While planning out screen-free Sundays can be beneficial for the entire family, screens have become a necessary part of our work and personal lives. Here are five tips to ensure you’re protecting your eyes as much as possible from screen strain as suggested by Dr. Overman and general online sources such as WebMD and All About Vision.
- Adjust your monitor: Ensure your screen is at least 20 – 30 inches away from your face and that your eyes are level with the very top of your monitor.
- Color correct your screen settings: Black text on white or a slightly yellow background reduces strain on your eyes. If your office lights are bright, a cool or bluer color setting is best. You can make these adjustments in your computer settings.
- Switch it up: If you wear contact lenses, consider wearing your regular glasses one to two times per week to give your eyes a break.
- Blink. Blink. Blink: When you’re staring at screens, you tend to zone out and the rate of your blinking slows down to 12 – 14 blinks per minute instead of the average rate of 17. This causes your eyes to lose moisture and causes additional strain.
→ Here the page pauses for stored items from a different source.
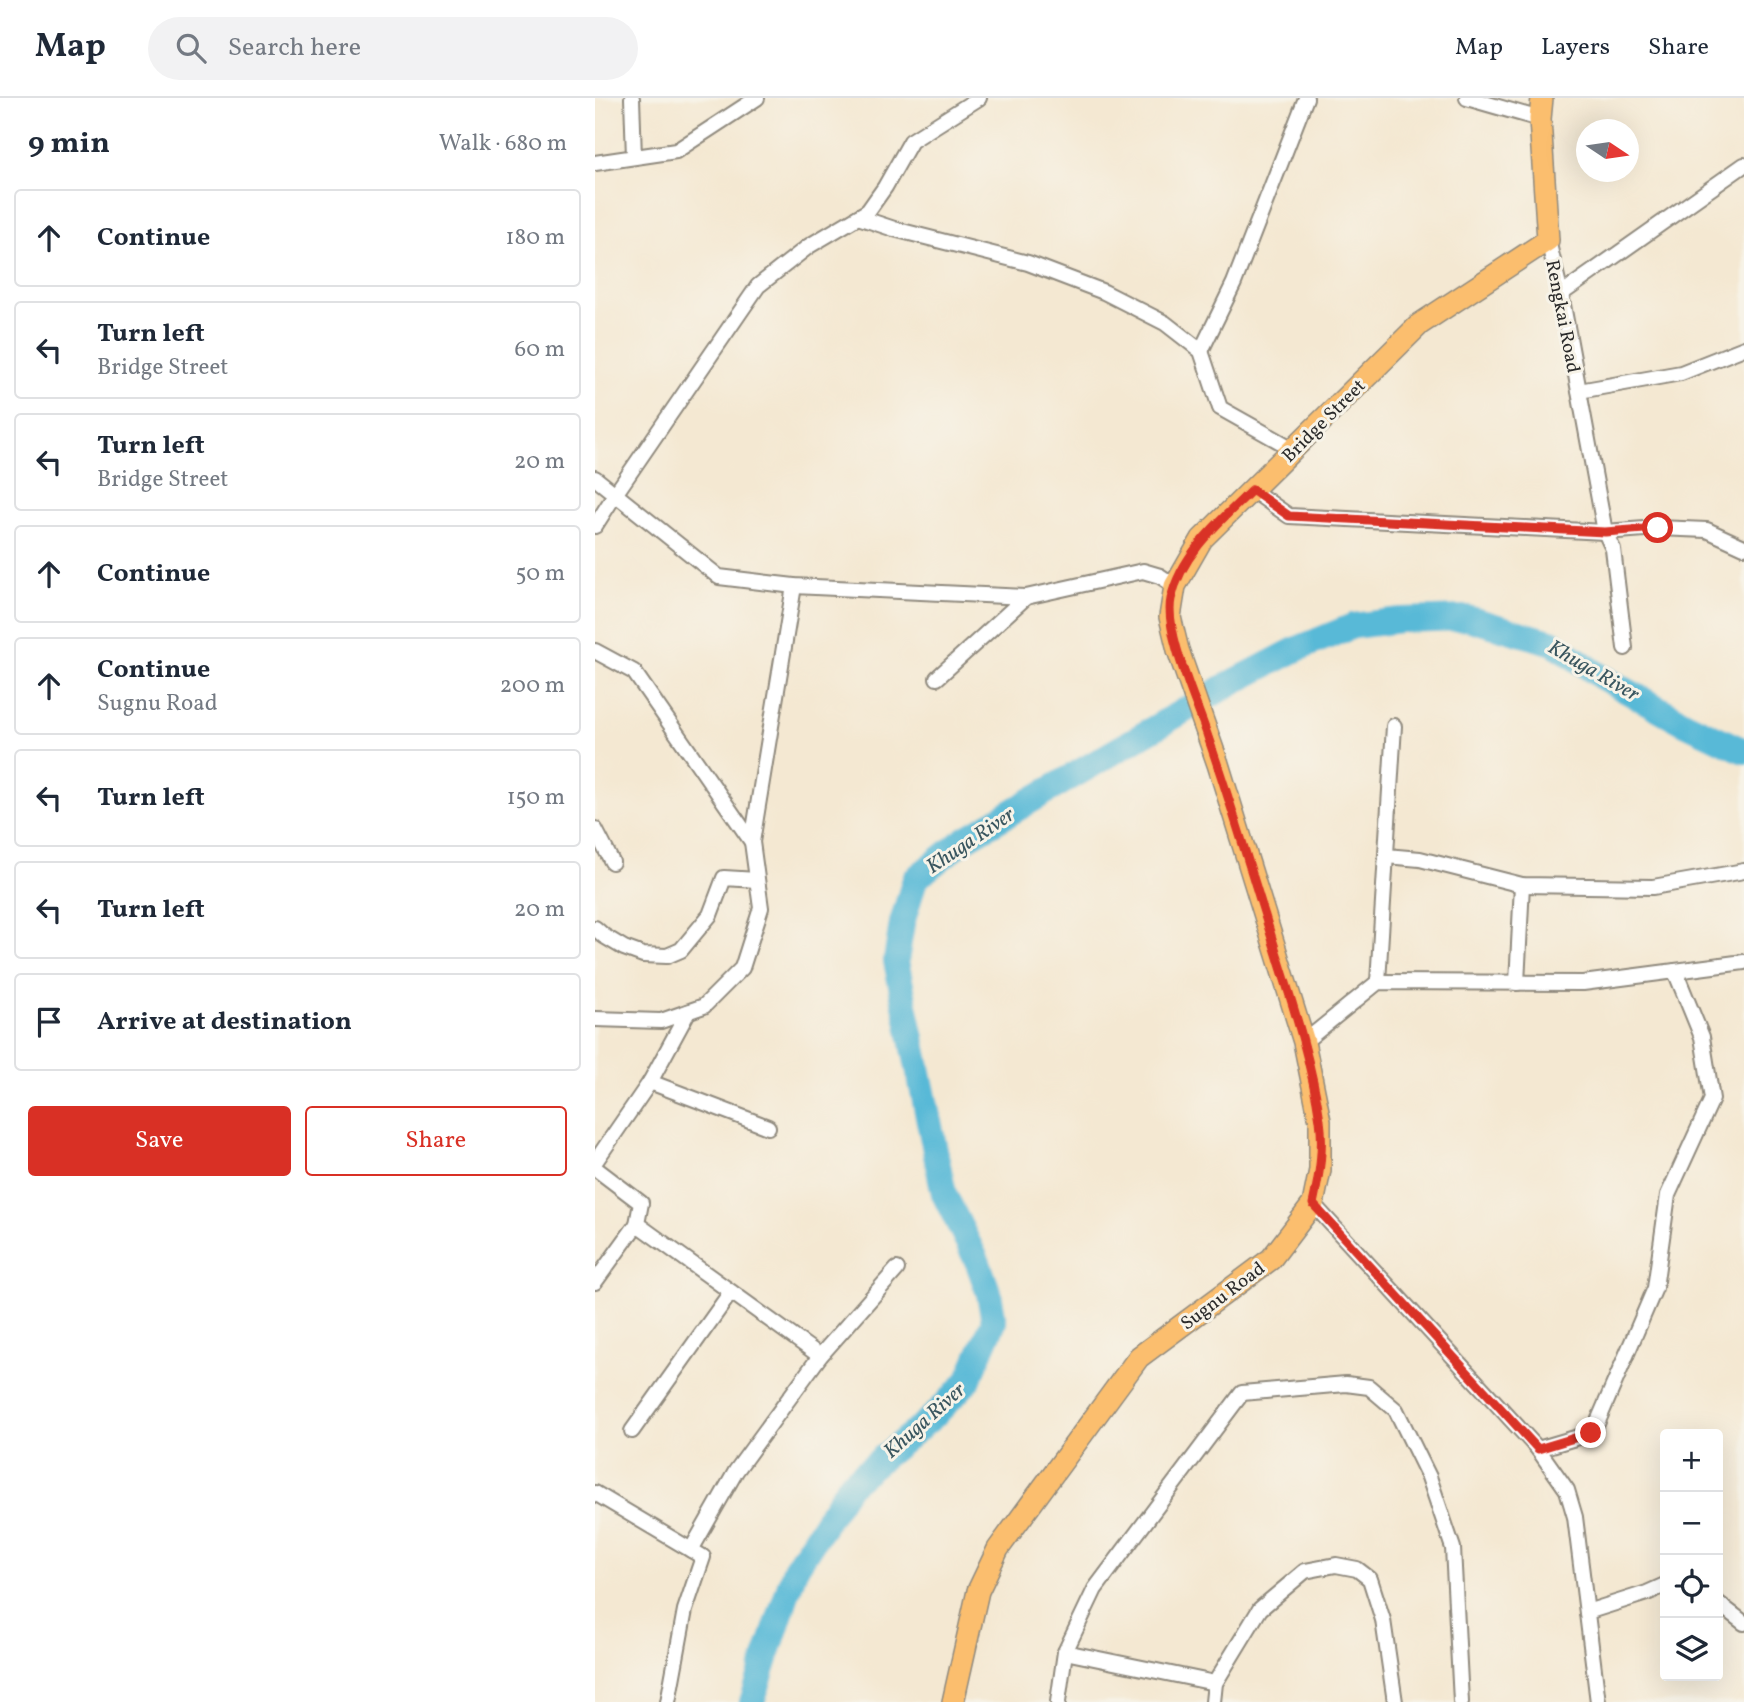 <!DOCTYPE html>
<html lang="en">
<head>
<meta charset="utf-8">
<style>
  body { margin:0; font-family:Vollkorn,serif; background:#f2f2f3; color:#1f2937 }
  .controls { position:absolute; right:21px; bottom:21px; display:grid; overflow:hidden; border-radius:7px; box-shadow:0 7px 28px #0002 }
  .controls button { width:63px; height:63px; display:grid; place-items:center; padding:0; border:0; border-bottom:2px solid #e0e1e3; background:#fff; color:#1f2937; font:35px sans-serif }
  .compass { position:absolute; left:981px; top:21px; width:63px; height:63px; border-radius:50%; background:#fff; box-shadow:0 7px 28px #0002; rotate:103deg }
  .stop { position:absolute; width:21px; height:21px; margin:-16px; border:5px solid #d93025; border-radius:50%; background:#fff }
  .stop.end { background:#d93025; border-color:#fff; box-shadow:0 2px 7px #0008 }
  .list { margin:0; padding:0; list-style:none }
  h2 { display:flex; justify-content:space-between; align-items:center; height:91px; margin:0; padding:0 28px; font-size:30px }
  h2 small { font-size:23px; font-weight:400; color:#747a83 }
  .list li { display:grid; grid-template-columns:46px 1fr auto; gap:21px; align-items:center; box-sizing:border-box; height:98px; margin:0 14px 14px; padding:0 14px; border:2px solid #e0e1e3; border-radius:7px }
  .list b { display:block; font-size:26px; white-space:nowrap }
  .list p { margin:0; font-size:23px; white-space:nowrap; color:#747a83 }
  .list em { font-size:23px; font-style:normal; color:#747a83 }
  .actions { display:flex; gap:14px; padding:21px 28px }
  .actions a { flex:1; padding:16px 0; border:2px solid #d93025; border-radius:7px; text-align:center; font-size:24px; color:#d93025 }
  .actions .main { background:#d93025; color:#fff }
  .icon { flex:none; width:38px; height:38px; fill:none; stroke:currentColor; stroke-width:2; stroke-linecap:round; stroke-linejoin:round }
  .map { position:relative; flex:none; width:1149px; height:1604px; overflow:hidden }
  header { display:flex; align-items:center; gap:42px; box-sizing:border-box; height:98px; padding:0 35px; background:#fff; border-bottom:2px solid #e0e1e3 }
  header strong { font-size:33px }
  nav { display:flex; gap:38px; margin-inline-start:auto; font-size:24px }
  .search { width:490px; height:63px; background:#f2f2f3; display:flex; align-items:center; gap:18px; box-sizing:border-box; padding:0 24px; border-radius:38px; color:#747a83; font-size:26px }
  main { display:flex }
  aside { flex:1; background:#fff }
  .map>svg:first-child { display:block }
  .lines { fill:none; stroke-linecap:round; stroke-linejoin:round }
  .river { stroke:#59b9d7; stroke-width:26 }
  .minor-casing { stroke:#908a7e; stroke-width:18 }
  .primary-casing { stroke:#908a7e; stroke-width:24 }
  .minor { stroke:#fff; stroke-width:14 }
  .primary { stroke:#fbbe6e; stroke-width:21 }
  .route { stroke:#d93025; stroke-width:9 }
  .labels { text-anchor:middle; stroke-width:6; stroke-linejoin:round; paint-order:stroke }
  .street-label { font-size:19px; fill:#2b2b2b; stroke:#f7f3e8 }
  .water-label { font-size:21px; font-style:italic; fill:#39565f; stroke:#f7f3e8 }
</style>
</head>
<body>
<header>
<strong>Map</strong>
<div class="search"><svg class="icon" aria-label="search" viewBox="0 0 24 24"><circle cx="10" cy="10" r="6"/><path d="M15 15l6 6"/></svg>Search here</div>
<nav><a>Map</a><a>Layers</a><a>Share</a></nav>
</header>
<main>
<aside>
<h2>9 min<small>Walk · 680 m</small></h2>
<ul class="list">
<li><svg class="icon" aria-label="ahead" viewBox="0 0 24 24"><path d="M12 20V5M6 11l6-6 6 6"/></svg><div><b>Continue</b></div><em>180 m</em></li>
<li><svg class="icon" aria-label="left" viewBox="0 0 24 24"><path d="M17 20v-9H6M10 6l-5 5 5 5"/></svg><div><b>Turn left</b><p>Bridge Street</p></div><em>60 m</em></li>
<li><svg class="icon" aria-label="left" viewBox="0 0 24 24"><path d="M17 20v-9H6M10 6l-5 5 5 5"/></svg><div><b>Turn left</b><p>Bridge Street</p></div><em>20 m</em></li>
<li><svg class="icon" aria-label="ahead" viewBox="0 0 24 24"><path d="M12 20V5M6 11l6-6 6 6"/></svg><div><b>Continue</b></div><em>50 m</em></li>
<li><svg class="icon" aria-label="ahead" viewBox="0 0 24 24"><path d="M12 20V5M6 11l6-6 6 6"/></svg><div><b>Continue</b><p>Sugnu Road</p></div><em>200 m</em></li>
<li><svg class="icon" aria-label="left" viewBox="0 0 24 24"><path d="M17 20v-9H6M10 6l-5 5 5 5"/></svg><div><b>Turn left</b></div><em>150 m</em></li>
<li><svg class="icon" aria-label="left" viewBox="0 0 24 24"><path d="M17 20v-9H6M10 6l-5 5 5 5"/></svg><div><b>Turn left</b></div><em>20 m</em></li>
<li><svg class="icon" aria-label="arrive" viewBox="0 0 24 24"><path d="M6 21V4h12l-3 4 3 4H6"/></svg><div><b>Arrive at destination</b></div></li>
</ul>
<div class="actions"><a class="main">Save</a><a>Share</a></div>
</aside>
<div class="map">
<svg width="1149" height="1604" viewBox="0 0 1149 1604">
  <rect width="100%" height="100%" fill="#f7f3e8"/>
  <filter id="ink" filterUnits="userSpaceOnUse"><feTurbulence type="fractalNoise" baseFrequency=".0143" numOctaves="2"/><feDisplacementMap in="SourceGraphic" scale="14" xChannelSelector="R" yChannelSelector="G"/><feConvolveMatrix kernelMatrix="1 2 1 2 8 2 1 2 1" color-interpolation-filters="sRGB"/></filter>
  <filter id="wash" filterUnits="userSpaceOnUse"><feTurbulence type="fractalNoise" baseFrequency=".00686" numOctaves="4" result="noise"/><feDisplacementMap in="SourceGraphic" scale="28" xChannelSelector="R" yChannelSelector="G"/><feGaussianBlur stdDeviation="1.57" result="paint"/><feColorMatrix in="noise" values="0 0 0 0 0 0 0 0 0 0 0 0 0 0 0 0 0 1.4 0 .05"/><feComposite in="paint" operator="in"/></filter>
  <g filter="url(#wash)">
    <rect width="100%" height="100%" fill="#f4e8d2"/>
    <g class="lines">
      <!-- river -->
      <path class="river" d="M157,1604L200,1471L254,1387L340,1317L373,1283L399,1223L394,1196L383,1165L349,1096L301,863L307,825L320,781L369,742L631,588L700,552L758,528L805,522L872,520L959,545L1005,578L1090,625L1149,653"/>
    </g>
  </g>
  <g filter="url(#ink)">
    <g class="lines">
      <defs>
        <g id="minor">
          <path d="M37,0L39,59"/>
          <path d="M872,0L945,21"/>
          <path d="M0,65L81,53L162,0"/>
          <path d="M263,119L299,131L433,165L509,194L570,225L606,253L625,310L698,351"/>
          <path d="M953,142L966,196L1010,434L1018,451L1030,550"/>
          <path d="M966,196L1149,67"/>
          <path d="M606,253L639,185L711,0"/>
          <path d="M984,293L1086,275L1149,250"/>
          <path d="M0,380L124,479L199,488L431,499L548,473L565,478L580,488"/>
          <path d="M657,392L694,418L1010,434L1063,430L1112,432L1149,449"/>
          <path d="M0,428L21,395L163,188L214,148L273,113L290,89L316,43L384,0"/>
          <path d="M0,553L39,574L157,744"/>
          <path d="M342,580L431,499"/>
          <path d="M0,731L17,764"/>
          <path d="M791,758L825,761L927,787L1058,789L1149,773"/>
          <path d="M0,830L9,838L29,850L48,857L72,858L86,852L115,817L129,780L162,782"/>
          <path d="M783,884L799,628"/>
          <path d="M922,885L927,787"/>
          <path d="M0,921L66,923L109,908L147,870L166,810L157,744L199,488"/>
          <path d="M709,944L783,884L988,885L1149,864"/>
          <path d="M55,984L173,1029"/>
          <path d="M0,1064L55,984L93,914"/>
          <path d="M0,1070L46,1105L42,1126L225,1258"/>
          <path d="M718,1106L943,1351L972,1392L980,1419L1003,1604"/>
          <path d="M0,1184L42,1126"/>
          <path d="M37,1333L136,1194"/>
          <path d="M943,1351L997,1335L1001,1328L1060,1190L1073,1097L1117,1001L1107,939L1080,873"/>
          <path d="M0,1395L108,1459L90,1512L73,1604"/>
          <path d="M96,1452L141,1373L225,1258L302,1171"/>
          <path d="M1123,1505L1149,1525"/>
          <path d="M992,1514L1052,1495L1070,1487"/>
          <path d="M470,1554L620,1585"/>
          <path d="M463,1604L470,1554L500,1491L647,1295L751,1286L774,1289L801,1312L834,1379L858,1450L866,1604"/>
          <path d="M618,1604L620,1585L665,1511L710,1473L741,1467L762,1471L775,1481L788,1522L800,1604"/>
        </g>
        <path id="primary" d="M358,1604L383,1493L403,1451L544,1259L676,1161L718,1106L725,1072V1023L709,944L623,666L583,552L575,519L580,488L607,441L825,226L953,142L945,21L947,0"/>
      </defs>
      <!-- minor casing -->
      <use href="#minor" class="minor-casing"/>
      <!-- primary casing -->
      <use href="#primary" class="primary-casing"/>
      <!-- minor -->
      <use href="#minor" class="minor"/>
      <!-- primary -->
      <use href="#primary" class="primary"/>
    </g>
  </g>
  <g class="lines" filter="url(#ink)">
    <!-- route -->
    <path class="route" d="M996,1335L943,1351L718,1106C724,1079 729,1050 725,1022C715,953 691,887 671,821C652,760 634,699 613,639C602,605 569,534 576,501C586,456 625,423 657,392L694,418L1010,434L1063,430"/>
  </g>
  <g class="labels">
    <!-- street labels -->
    <g class="street-label">
      <text transform="translate(969 218) rotate(79)" y="7">Rengkai Road</text>
      <text transform="translate(728 322) rotate(-45)" y="7">Bridge Street</text>
      <text transform="translate(627 1197) rotate(-37)" y="7">Sugnu Road</text>
    </g>
    <!-- water labels -->
    <g class="water-label">
      <text transform="translate(999 572) rotate(30)" y="7">Khuga River</text>
      <text transform="translate(375 742) rotate(-34)" y="7">Khuga River</text>
      <text transform="translate(329 1322) rotate(-42)" y="7">Khuga River</text>
    </g>
  </g>
</svg>
<div class="controls">
<button>+</button>
<button>−</button>
<button><svg class="icon" aria-label="locate" viewBox="0 0 24 24"><circle cx="12" cy="12" r="6"/><path d="M12 2v4M12 18v4M2 12h4M18 12h4"/></svg></button>
<button><svg class="icon" aria-label="layers" viewBox="0 0 24 24"><path d="M12 4l9 5-9 5-9-5zM3 14l9 5 9-5"/></svg></button>
</div>
<svg class="compass" viewBox="-18 -18 36 36"><path d="M0-13l5 13h-10z" fill="#e53935"/><path d="M0 13l5-13h-10z" fill="#747a83"/></svg>
<div class="stop" style="left:1063px;top:430px"></div>
<div class="stop end" style="left:996px;top:1335px"></div>
</div>
</main>
</body>
</html>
Purposely take blinking breaks. You may also consider using artificial tears to moisturize your eyes.
- Practice 20-20-20: This tip helps your eyes, your spine and your mind. Take a break every 20 minutes for 20 seconds and focus on something 20 feet away. Stand up, stretch, work in a quick meditation or plank while you’re at it!
“While following these tips are a great way to protect your eyes from screen strain, there is nothing better than regular visits with your eye doctor,” said Overman. “Use your employer’s vision benefits to your advantage with annual exams with your eye doctor. Through your exam, your eye doctor will help you determine if you need corrective lenses or a new prescription, if you have symptoms of eye strain or if your eyes are showing signs of any other issues.”